With the department still clinging to a goal of opening a burial site in 2010, it has yet to put in place a comprehensive organization "that can develop a safe, secure and efficient transportation system," according to the Nuclear Waste Technical Review Board.
The panel said it feared that budget constraints or a rush to meet deadlines may compromise safety planning as the department organizes to move 77,000 tons of highly radioactive material across 44 states to Nevada later this decade.
Judging from presentations so far, DOE has yet to pull together complex matters of cask design, truck and rail acquisition and waste onloading and offloading "to ensure that the transportation system will operate successfully," the board said in a three-page letter sent Wednesday to the Energy Department.

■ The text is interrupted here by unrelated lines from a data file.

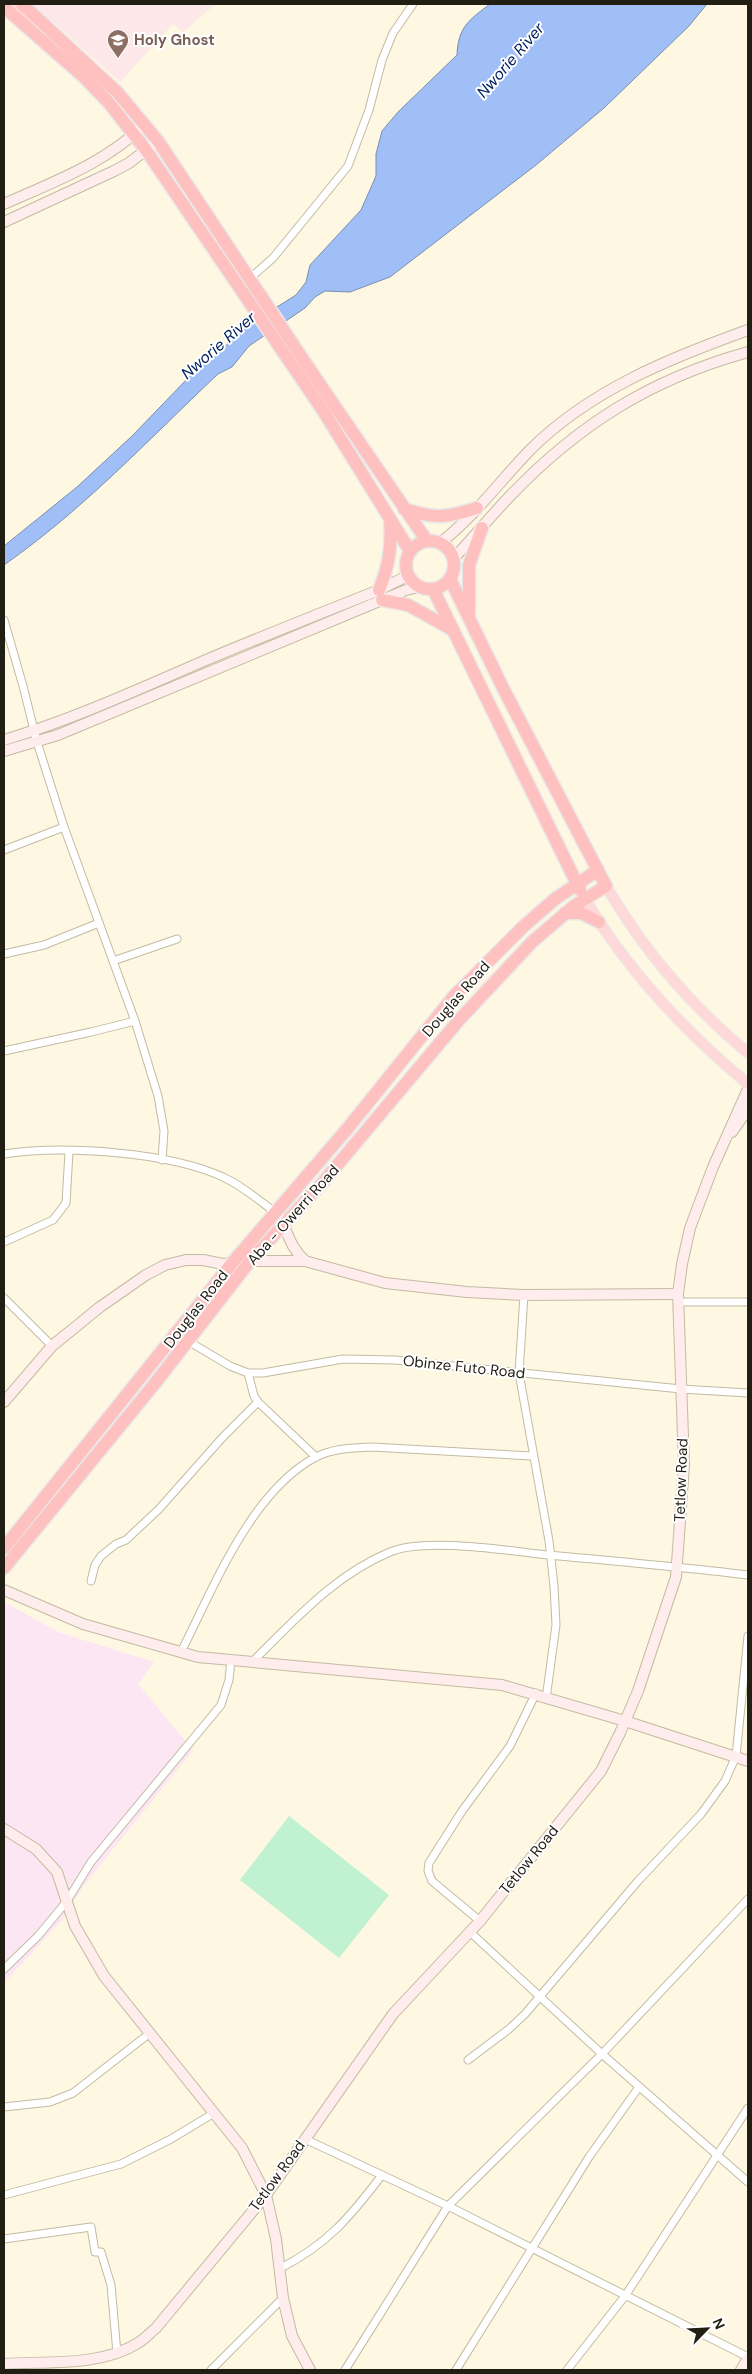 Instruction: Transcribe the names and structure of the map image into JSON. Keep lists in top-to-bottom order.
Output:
{
  "streets": {
    "highway": ["Douglas Road", "Aba - Owerri Road"],
    "street": ["Obinze Futo Road", "Tetlow Road"]
  },
  "crossings": [
    ["Douglas Road", "Aba - Owerri Road"],
    ["Aba - Owerri Road", "Obinze Futo Road"],
    ["Obinze Futo Road", "Tetlow Road"]
  ],
  "water": ["Nworie River"],
  "places": {
    "school or university": ["Holy Ghost"]
  },
  "north": "top right"
} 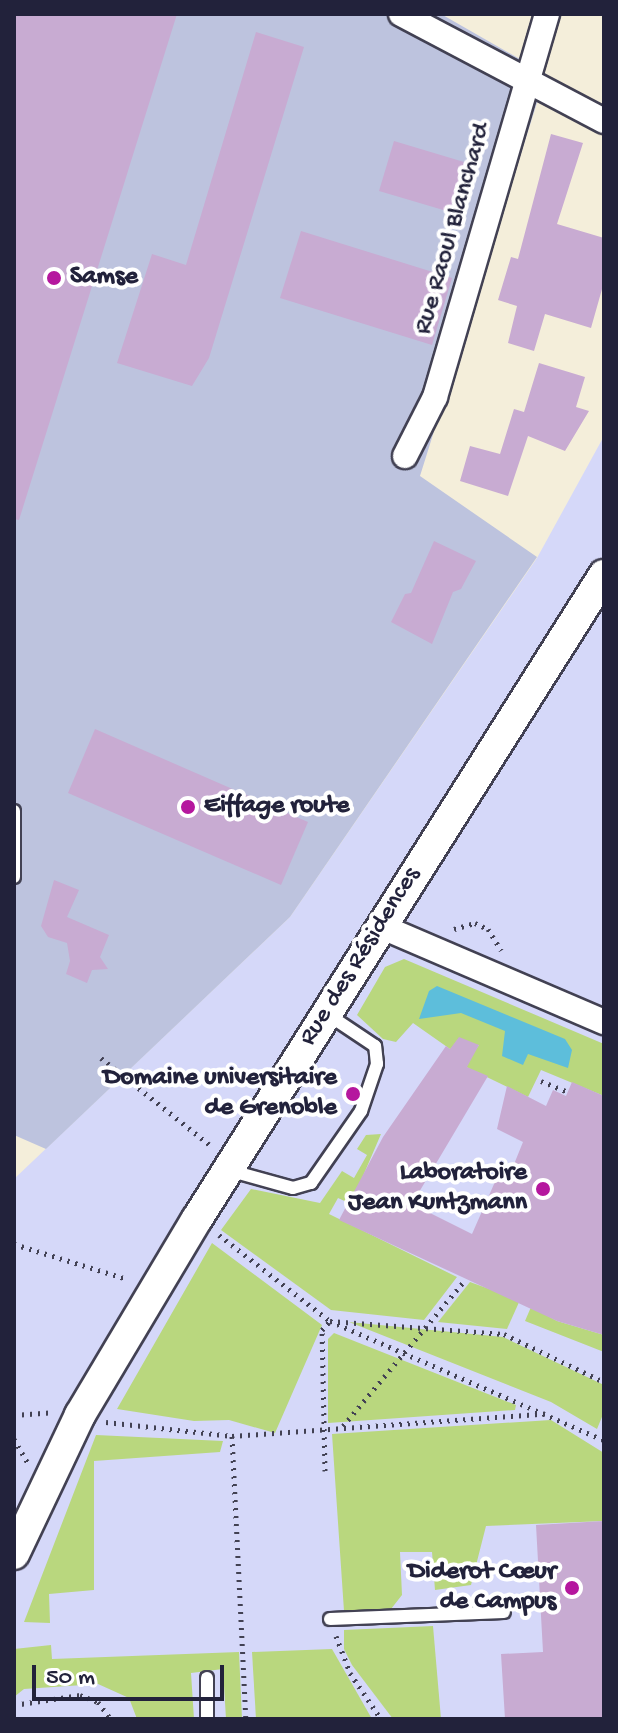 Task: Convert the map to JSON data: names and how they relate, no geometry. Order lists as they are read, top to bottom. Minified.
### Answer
{"streets":{"street":["Rue Raoul Blanchard","Rue des Résidences"]},"places":["Samse","Eiffage route","Domaine universitaire de Grenoble","Laboratoire Jean Kuntzmann","Diderot Cœur de Campus"],"scale_bar":"50 m"} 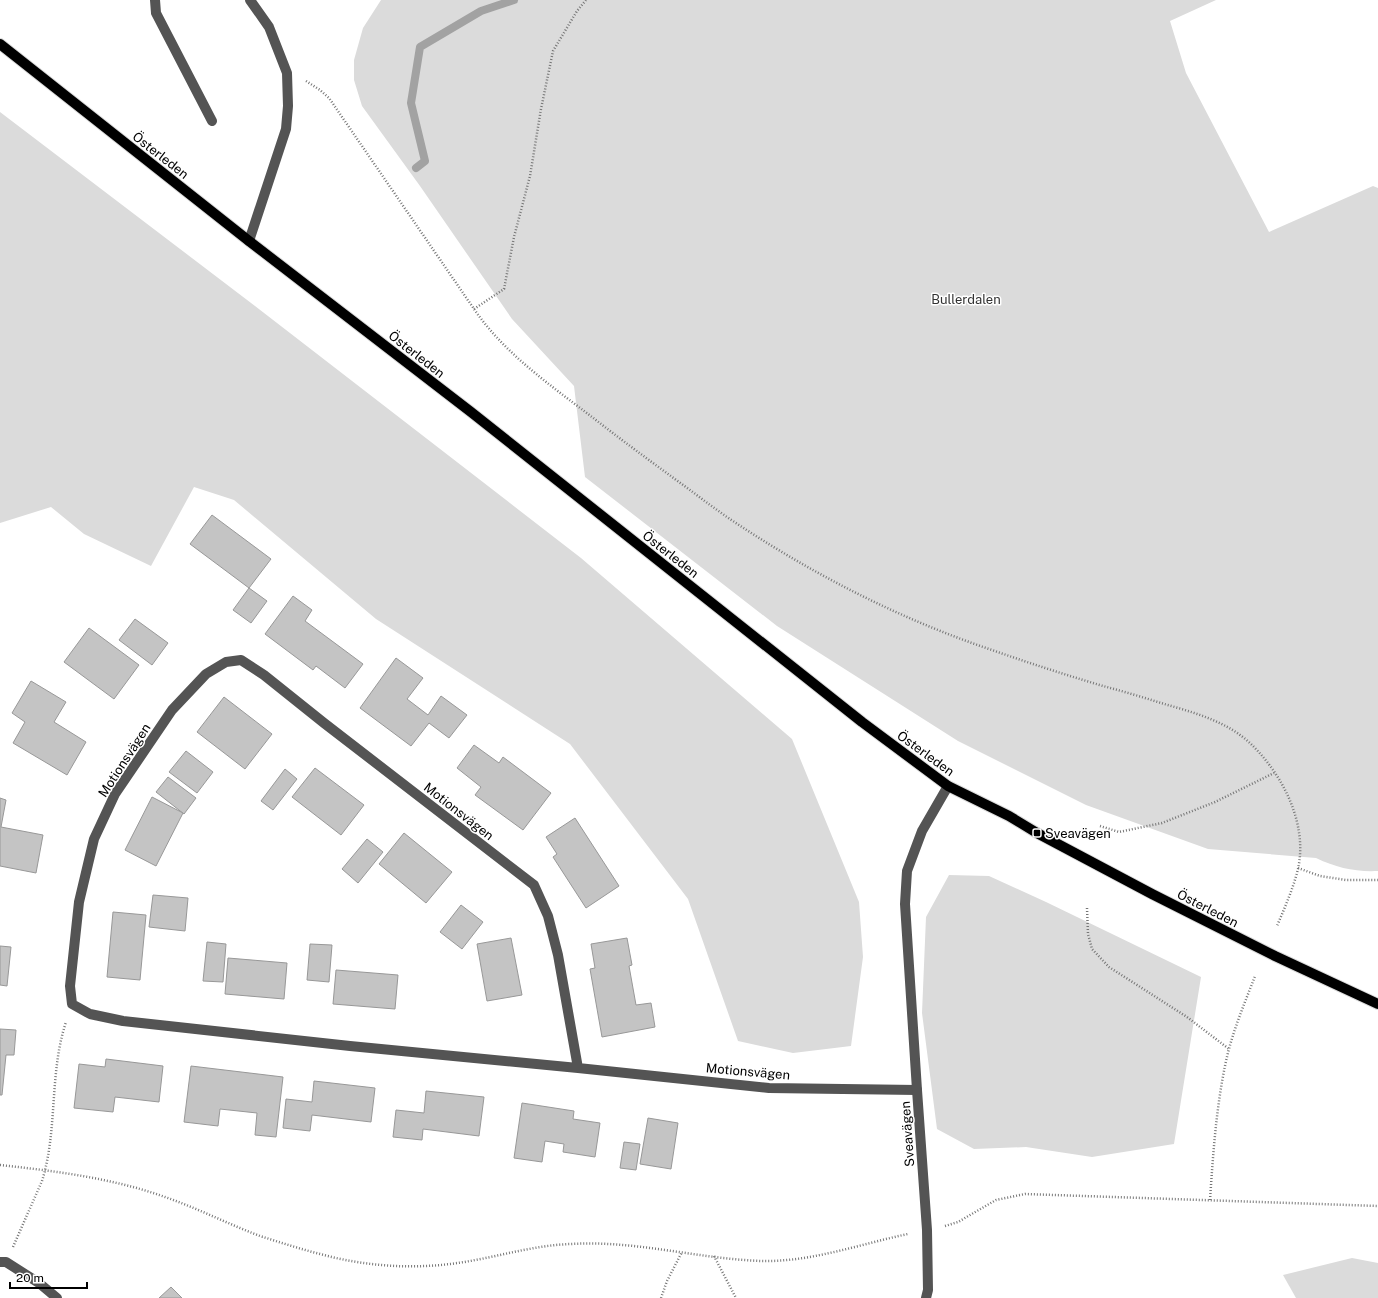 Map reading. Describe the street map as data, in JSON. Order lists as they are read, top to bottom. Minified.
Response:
{"streets":{"main road":["Österleden"],"street":["Motionsvägen","Sveavägen"]},"crossings":[["Österleden","Sveavägen"],["Motionsvägen","Sveavägen"]],"parks":["Bullerdalen"],"places":{"transit":["Sveavägen"]},"scale_bar":"20 m"}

A board member was not available for interview on Monday, but a staff adviser said the letter was written before the Energy Department announced on Nov. 22 that a Yucca license application will be delayed into 2005. A growing number of industry officials and scientists believe the DOE goal of having a repository open by 2010 will slide as well.
"It's fair to say the board is concerned given the 2010 schedule that there is an awful lot to do, but if the schedule is relaxed, the board would be less concerned," the adviser said. "The important thing is to do it and do it right."
DOE officials will review the letter before commenting on it, spokesman Allen Benson said. Yucca managers have acknowledged the transportation planning has been underfunded to this point as they concentrate on preparing a repository design and a license application.
Bob Halstead, a transportation consultant hired by the state of Nevada, said the board's views echo concerns of officials in a number of states who are trying to gauge how DOE will shape its shipping program.
States are particularly concerned whether DOE will have enough money to help them with emergency planning and how that money will be distributed, Halstead said.
Talking about nuclear waste shipments to Yucca Mountain "is like talking about the Iraqi elections," Halstead said. "Everybody hopes they will be successful, but anybody who is an objective observer has to be filled with trepidation."
Jack Edlow, president of Edlow International Company, a waste shipping firm, said the technical board laid out a road map for DOE to follow.
"I must say nothing jumped out at me that seems to be a showstopper or anything that is not already being contemplated," said Edlow, who heads the U.S. Transport Council, a coalition of nuclear waste shipping concerns.
On transportation planning, DOE "is not behind yet, but they need to begin the process next year, and with a funding stream, I believe they will be able to do that," Edlow said. "They need to involve the private sector more."
The technical review board is an independent body created by Congress to evaluate the Yucca program. It meets several times a year to explore project segments, reporting its conclusions to federal lawmakers and the Energy Department.
Among its recommendations, the panel said DOE should focus more attention on a backup plan to ship waste through Nevada by truck in case a repository railroad line cannot be built in time.